Tyler Robinson has been charged with the murder of conservative influencer Charlie Kirk with prosecutors intending to seek the death penalty.
Robinson, 22, from Washington, Utah, was charged with aggravated murder and weapon and obstruction of justice offences.
The suspect is accused of firing the single rifle shot from a rooftop sniper's nest that fatally hit Kirk in the neck last Wednesday on the campus of Utah Valley University in Orem.
Utah County District Attorney Jeffrey Gray said at a press conference on Tuesday that his office had filed seven counts against Robinson in all, including obstruction of justice for disposing of evidence and witness tampering for directly his roommate to delete texts.
Mr Gray said the state would be inclined to seek the death penalty should Robinson be convicted, but that prosecutors would consider the wishes of Mr Kirk's family before making that decision.

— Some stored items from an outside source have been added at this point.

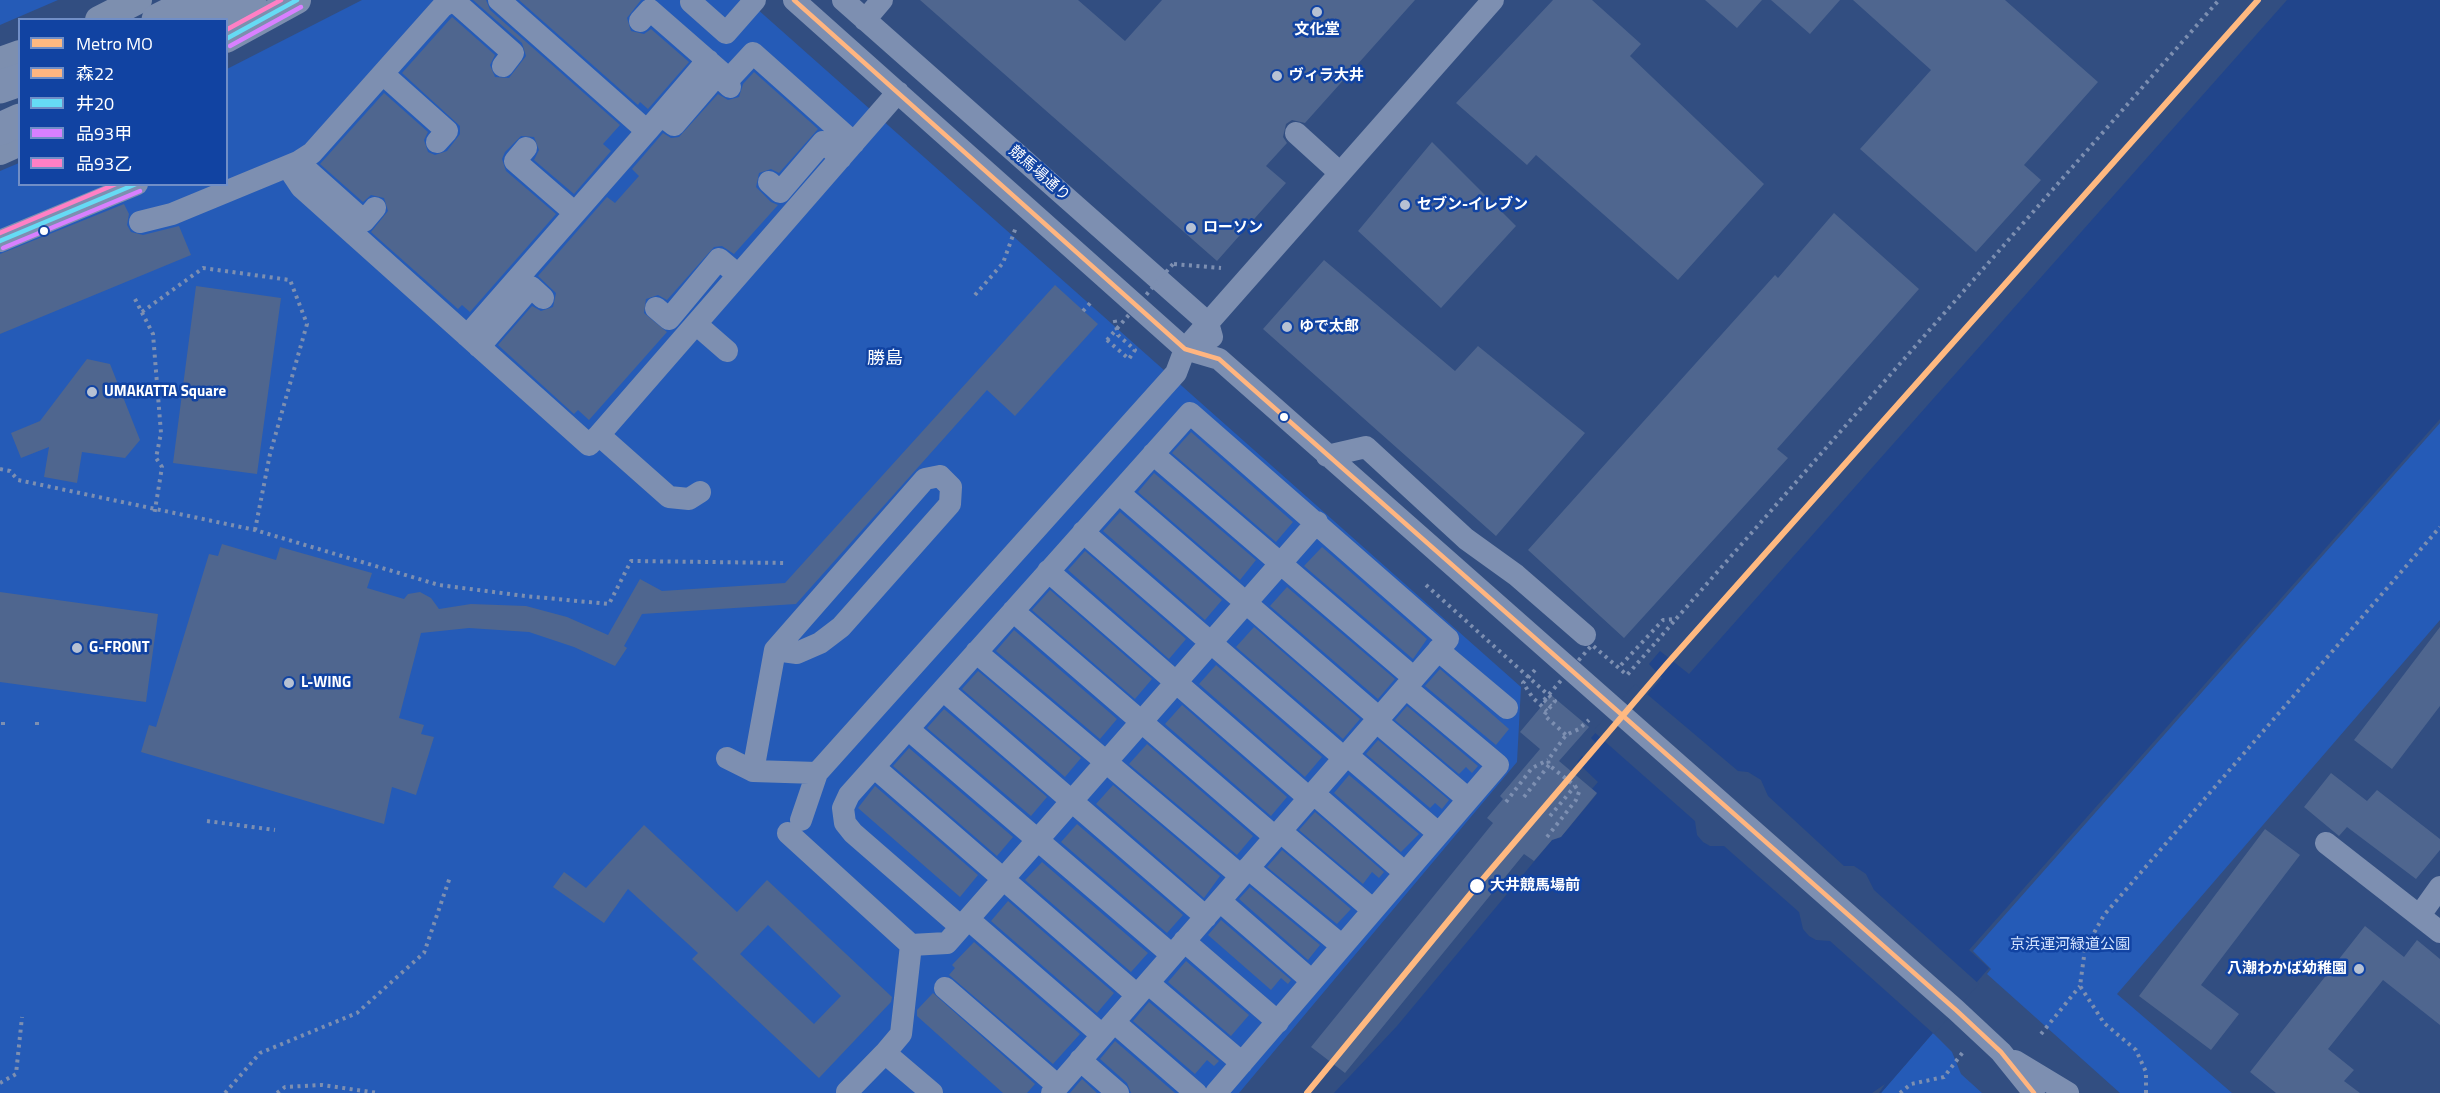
<!DOCTYPE html>
<meta charset="utf-8">
<style>
body{margin:0}
#map{position:relative;width:2440px;height:1093px;overflow:hidden;background:#324e81;font-family:"Titillium Web","Noto Sans JP",sans-serif}
canvas{display:block}
.legend{position:absolute;left:18px;top:18px;width:210px;height:168px;box-sizing:border-box;background:#1143a2;border:2px solid #708ec7;margin:0;padding:8px 10px;list-style:none;font-size:18px;color:#fff}
.legend li{display:flex;align-items:center;gap:12px;height:30px}
.legend b{width:30px;border:2px solid #708ec7}
</style>
<div id="map">
<canvas width="2440" height="1093"></canvas>
<ul class="legend">
<li><b style="height:8px;background:#ffb980"></b>Metro MO</li>
<li><b style="height:8px;background:#ffb580"></b>森22</li>
<li><b style="height:8px;background:#66dbf5"></b>井20</li>
<li><b style="height:8px;background:#d880ff"></b>品93甲</li>
<li><b style="height:8px;background:#ff80c5"></b>品93乙</li>
</ul>
</div>
<script>
const context = document.querySelector('canvas').getContext('2d');
context.lineJoin = 'round';
function paint(path, color) { context.fillStyle = color; context.fill(path, 'evenodd'); }
const poly = rows => new Path2D(rows.map(r => 'M' + r).join(''));
function stroke(path, color, width, dash) { context.strokeStyle = color; context.lineWidth = width; context.lineCap = dash ? 'butt' : 'round'; context.setLineDash(dash || []); context.stroke(path); }
function drawText(font, color, halo, rows, align = 'center') {
  context.font = font + ' "Titillium Web","Noto Sans JP",sans-serif'; context.lineWidth = 5; context.setLineDash([]); context.textBaseline = 'middle'; context.strokeStyle = halo; context.fillStyle = color; for (const [text, x, y, turn = 0] of rows) {
    context.save(); context.translate(x, y); context.rotate((+turn || 0) * Math.PI / 180); context.textAlign = isNaN(turn) ? turn : align; if (halo) context.strokeText(text, 0, 0); context.fillText(text, 0, 0); context.restore();
  }
}
const green = poly([
 [0,0,58,0,0,25],
 [362,0,747,0,1521,687,1517,762,1239,1093,0,1093,0,171,19,163,20,184,226,184,227,69],
 [2440,423,2440,620,2117,994,2232,1093,2120,1093,1987,974,1991,969,1973,951],
 [1933,1033,1952,1052,1961,1074,1982,1093,1881,1093]
]);
const water = poly([
 [2287,0,2440,0,2440,419,1969,950,1989,968,1881,1093,1879,1093,1885,1084,1872,1093,1334,1093,1397,1026,1552,840,1561,837,1597,794,1592,789,1598,782,1577,762,1582,756,1589,761,1600,747,1591,738,1635,687,1645,697,1662,678,1649,664,1660,651,1689,674]
]);
const pier = poly([
 [1635,684,1738,771,1748,772,1761,780,1768,796,1844,866,1854,866,1866,874,1874,890,1979,984,1934,1034,1830,941,1816,940,1809,936,1803,929,1799,912,1724,846,1710,846,1703,842,1697,835,1695,821,1593,731]
]);
const building = poly([
 [473,0,486,0,490,10,620,125,603,144,611,151,574,194,534,160,539,150,534,137,521,136,505,152,502,159,506,171,556,214,470,312,462,305,458,309,371,232,388,211,384,198,371,195,363,202,320,164,384,93,428,132,424,140,428,152,435,155,447,151,460,134,460,126,402,73,452,17,495,55,490,65,495,77,509,78,526,56,522,43],
 [519,0,641,0,627,18,631,31,644,34,651,29,689,62,648,109,640,102,638,105],
 [920,0,1078,0,1125,41,1162,0,1415,0,1305,123,1292,120,1286,124,1283,137,1287,143,1266,166,1286,183,1217,261],
 [1553,0,1592,0,1641,44,1630,56,1764,184,1678,280,1536,155,1527,165,1456,103],
 [1705,0,1762,0,1737,28],
 [1771,0,1840,0,1810,34],
 [1853,0,2005,0,2098,82,2024,165,2041,180,1976,252,1860,149,1931,70],
 [754,72,818,129,779,173,771,169,759,173,756,187,771,202,778,205,734,254,722,246,714,247,667,300,658,295,646,299,644,313,667,332,589,420,578,410,574,414,498,345,532,306,541,311,553,307,556,293,538,276,607,197,615,203,639,176,632,169,663,133,671,138,679,137,718,94,728,100,739,97,743,84],
 [1432,142,1516,226,1441,308,1358,231],
 [124,204,129,214,127,225,131,232,143,235,179,226,191,255,0,334,0,254],
 [1834,213,1919,289,1777,449,1788,458,1624,638,1528,550,1775,275,1778,278],
 [1324,260,1455,371,1478,346,1585,433,1496,536,1263,329],
 [1055,285,1098,324,1015,416,987,390,796,604,642,614,624,646,627,648,615,666,574,647,529,632,469,628,421,633,399,718,424,725,421,734,434,737,416,795,392,787,384,824,141,752,149,725,156,727,209,554,218,556,222,544,276,560,280,547,372,573,367,588,404,599,408,594,420,592,431,598,439,609,471,604,526,606,567,617,608,635,640,579,662,591,785,583],
 [196,286,281,298,257,474,173,463],
 [87,359,110,364,140,440,125,458,82,452,77,483,44,477,49,447,21,458,11,433,40,421],
 [1191,432,1293,522,1276,542,1172,453],
 [1154,473,1256,560,1240,580,1138,492],
 [1120,512,1222,600,1205,620,1103,531],
 [1322,547,1427,639,1413,659,1304,566],
 [1085,551,1186,639,1169,659,1068,570],
 [1287,587,1395,679,1378,699,1270,606],
 [1050,590,1152,679,1135,699,1032,610],
 [0,592,158,614,146,702,0,682],
 [1254,627,1360,719,1343,739,1236,647],
 [2440,627,2440,706,2392,769,2354,740],
 [1014,630,1117,719,1100,739,996,651],
 [1216,665,1322,757,1305,777,1199,684],
 [1440,669,1509,729,1496,745,1425,686],
 [978,671,1081,758,1065,777,962,689],
 [1551,695,1589,727,1559,761,1597,793,1561,837,1552,840,1534,861,1524,854,1345,1073,1311,1047,1493,823,1487,818,1503,799,1500,796,1540,749,1520,732],
 [1182,705,1287,797,1271,816,1165,724],
 [1407,706,1478,766,1472,773,1466,767,1459,774,1395,720],
 [944,709,1047,797,1031,816,927,728],
 [1378,740,1449,800,1442,809,1435,803,1430,808,1366,754],
 [1147,744,1253,836,1237,855,1129,764],
 [909,748,1013,837,997,856,893,766],
 [2331,773,2367,801,2377,790,2440,839,2440,850,2416,879,2347,827,2339,836,2304,807],
 [1349,775,1419,834,1401,852,1334,793],
 [1113,785,1220,876,1204,898,1096,804],
 [875,786,978,875,960,897,858,808],
 [1315,812,1384,872,1379,878,1372,872,1363,884,1299,830],
 [1077,824,1183,915,1167,933,1061,842],
 [644,825,737,912,767,880,892,997,891,1002,819,1078,692,959,698,953,628,889,604,923,553,887,564,872,586,888],
 [768,925,841,996,814,1024,740,954],
 [2265,829,2300,855,2201,985,2239,1014,2211,1050,2139,996],
 [1282,850,1351,909,1337,924,1267,867],
 [1042,862,1148,953,1131,972,1025,880],
 [1250,887,1320,945,1308,960,1239,899],
 [1008,901,1114,993,1097,1013,991,921],
 [1221,920,1291,980,1288,984,1281,978,1271,990,1208,935],
 [2365,926,2404,957,2417,940,2440,959,2440,1025,2383,980,2328,1049,2354,1070,2344,1081,2360,1093,2276,1093,2250,1072],
 [974,942,1080,1034,1053,1064,949,975,955,968,952,965],
 [1186,961,1249,1015,1231,1036,1168,982],
 [933,993,1035,1084,1027,1093,1003,1093,917,1016,917,1010],
 [1149,1002,1219,1061,1214,1066,1207,1060,1195,1074,1133,1021],
 [1115,1041,1175,1093,1131,1093,1127,1083,1100,1059],
 [1082,1079,1097,1093,1070,1093]
]);
const path = poly([
 [1174,264,1221,268],
 [975,295,1003,263,1016,227],
 [135,299,153,334,161,433,156,458,162,467,154,516],
 [1083,311,1093,300],
 [142,312,203,268,290,280,307,324,270,454,255,530],
 [1107,340,1129,359,1135,350,1118,335,1114,317],
 [0,469,10,471,18,480,255,530,439,585,525,596,609,604,631,561,786,563],
 [1426,585,1555,701,1544,715,1566,735],
 [1657,641,1676,619],
 [1621,665,1663,620,1676,619,2219,0],
 [1535,670,1523,683,1533,698,1547,711],
 [1544,700,1551,706],
 [3,725,3,719],
 [37,725,37,720],
 [1524,797,1549,765],
 [1506,802,1532,768,1548,760],
 [1550,816,1575,786],
 [207,821,275,830],
 [1547,837,1576,800,1579,792,1575,786,1549,765,1548,760,1566,735,1579,729,1589,720],
 [2041,1034,2080,986],
 [0,1083,16,1074,22,1017],
 [225,1093,260,1053,357,1013,424,953,450,877],
 [277,1093,285,1087,322,1085,378,1093],
 [1900,1093,1911,1084,1944,1077,1963,1052],
 [2146,1093,2146,1072,2136,1050,2104,1023,2080,986,2085,949,2104,915,2440,527]
]);
const minor = poly([
 [453,0,513,53,503,66],
 [454,0,443,6,312,153,298,162,293,175,301,187,589,445,599,435],
 [499,0,647,131,708,60],
 [693,0,691,2,726,33,755,0],
 [794,0,1185,349,1219,359,1956,1010,2001,1052,2034,1093],
 [843,0,1208,323,1212,337],
 [865,20,882,0],
 [640,21,650,10,729,79,753,53,854,143],
 [383,74,447,131,437,142],
 [661,115,674,125,717,75,730,87],
 [1296,133,1340,173],
 [526,148,515,161,575,213],
 [769,182,780,192,823,142,841,158],
 [140,222,172,214,298,162,364,221,375,208],
 [0,241,137,184],
 [656,308,669,319,719,259,738,275],
 [696,324,727,351],
 [467,336,647,131],
 [479,347,531,287,543,298],
 [1153,454,1414,678],
 [1327,456,1366,447,1466,539,1516,575,1585,635],
 [940,476,951,487,950,504,841,627,820,643,797,653,775,650,925,479,940,476],
 [700,492,689,499,669,497,599,435,898,92],
 [1119,493,1379,718],
 [1083,532,1344,758],
 [1048,571,1309,798],
 [1013,611,1275,837],
 [775,650,753,771,817,773],
 [1438,650,1507,708],
 [976,652,1241,876],
 [943,690,1206,917],
 [1376,721,1468,799],
 [908,729,1172,955],
 [1347,755,1438,833],
 [727,758,753,771],
 [874,767,1137,995],
 [1313,793,1404,872],
 [801,820,817,773,1176,373,1185,349,1493,0],
 [1280,831,1372,909],
 [788,833,911,945],
 [2326,843,2440,932],
 [1248,868,1341,945],
 [1220,901,1312,981],
 [2420,915,2440,887],
 [968,919,1102,1035],
 [961,927,853,833,845,823,843,808,849,795,1190,413,1448,639,1052,1093],
 [1184,941,1278,1022],
 [1148,983,1242,1063],
 [945,988,1058,1086],
 [1114,1022,1196,1093],
 [1080,1060,1118,1093],
 [2015,1061,2068,1093],
 [847,1092,885,1053],
 [932,1093,885,1053,901,1034,911,945,947,943,1317,522],
 [1216,1093,1498,765,1406,688]
]);
const major = poly([
 [99,20,138,0],
 [226,39,297,0],
 [0,61,20,54],
 [0,151,20,142]
]);
const highway = poly([
 [158,20,198,0],
 [213,20,250,0],
 [0,87,20,80],
 [0,129,20,120]
]);
const pathBridge = poly([
 [1107,340,1173,264],
 [1544,700,1592,645,1627,675,1657,641]
]);
const bus1 = poly([
 [794,0,1185,349,1219,359,1956,1010,2001,1052,2034,1093]
]);
const bus2 = poly([
 [226,39,297,0],
 [0,241,136,184]
]);
const bus3 = poly([
 [230,46,301,7],
 [3,248,140,191]
]);
const bus4 = poly([
 [226,30,281,0],
 [0,233,116,184]
]);
const metro1 = poly([
 [1307,1093,1477,886,1666,665,2258,0]
]);
const markers = [
 [1317,12,6,"#b7c1d3"],
 [1277,76,6,"#b7c1d3"],
 [1405,205,6,"#b7c1d3"],
 [1191,228,6,"#b7c1d3"],
 [44,231,5,"#fff"],
 [1287,327,6,"#b7c1d3"],
 [92,392,6,"#b7c1d3"],
 [1284,417,5,"#fff"],
 [77,648,6,"#b7c1d3"],
 [289,683,6,"#b7c1d3"],
 [1477,886,8,"#fff"],
 [2359,969,6,"#b7c1d3"]
];
const poiNames = [
 ["文化堂",1317,30,"center"],
 ["ヴィラ大井",1289,76],
 ["セブン-イレブン",1417,205],
 ["ローソン",1203,228],
 ["ゆで太郎",1299,327],
 ["UMAKATTA Square",104,392],
 ["G-FRONT",89,648],
 ["L-WING",301,683],
 ["八潮わかば幼稚園",2347,969,"right"]
];
const streetNames = [
 ["競馬場通り",1039,174,41]
];
const stopNames = [
 ["大井競馬場前",1490,886]
];
const parkNames = [
 ["京浜運河緑道公園",2070,945]
];
const quarterNames = [
 ["勝島",885,360]
];
paint(green, '#255bb7');
paint(water, '#21458b');
paint(pier, '#324e81');
paint(building, '#4f668f');
stroke(path, '#7d8fb1', 4, [3, 4.5]);
stroke(minor, '#7d8fb1', 22);
stroke(major, '#7d8faf', 28);
stroke(highway, '#7d8fb0', 33);
stroke(pathBridge, '#7d8fb1', 4, [3, 4.5]);
stroke(bus1, '#ffb580', 4.5);
stroke(bus2, '#66dbf5', 4.5);
stroke(bus3, '#d880ff', 4.5);
stroke(bus4, '#ff80c5', 4.5);
stroke(metro1, '#ffb980', 6);
for (const [x, y, r, color] of markers) { const dot = new Path2D(); dot.arc(x, y, r, 0, 2 * Math.PI); context.fillStyle = color; context.fill(dot); stroke(dot, '#1143a2', 2); }
drawText('bold 15px', '#fff', '#1143a2', poiNames, 'left');
drawText('15px', '#fff', '#1143a2', streetNames);
drawText('bold 15px', '#fff', '#1143a2', stopNames, 'left');
drawText('15px', '#d3e3fe', '#1143a2', parkNames);
drawText('18px', '#fff', '#1143a2', quarterNames);
</script>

Mr Gray said he had made the decision to seek the death penalty "independently, based solely on the available evidence and circumstances and nature of the crime."
Robinson appeared via video feed from jail on Tuesday afternoon for a hearing in Utah County Justice Court in Provo.
He nodded slightly at times but mostly stared straight ahead as the judge read the charges against him and appointed an attorney to represent him.
Mr Kirk, the 31-year-old co-founder and head of the conservative student movement Turning Point USA and a key ally of President Donald Trump, was speaking at an event attended by 3,000 people when he was gunned down.
The suspect, a third-year student of an electrical apprenticeship at a state technical college, is said to have escaped in the pandemonium following the shooting.
He was arrested on Thursday night at his parents' house, some 260 miles (420 km) southwest of the crime scene, after relatives and a family friend alerted authorities that Robinson had implicated himself in the shooting, according to Governor Spencer Cox.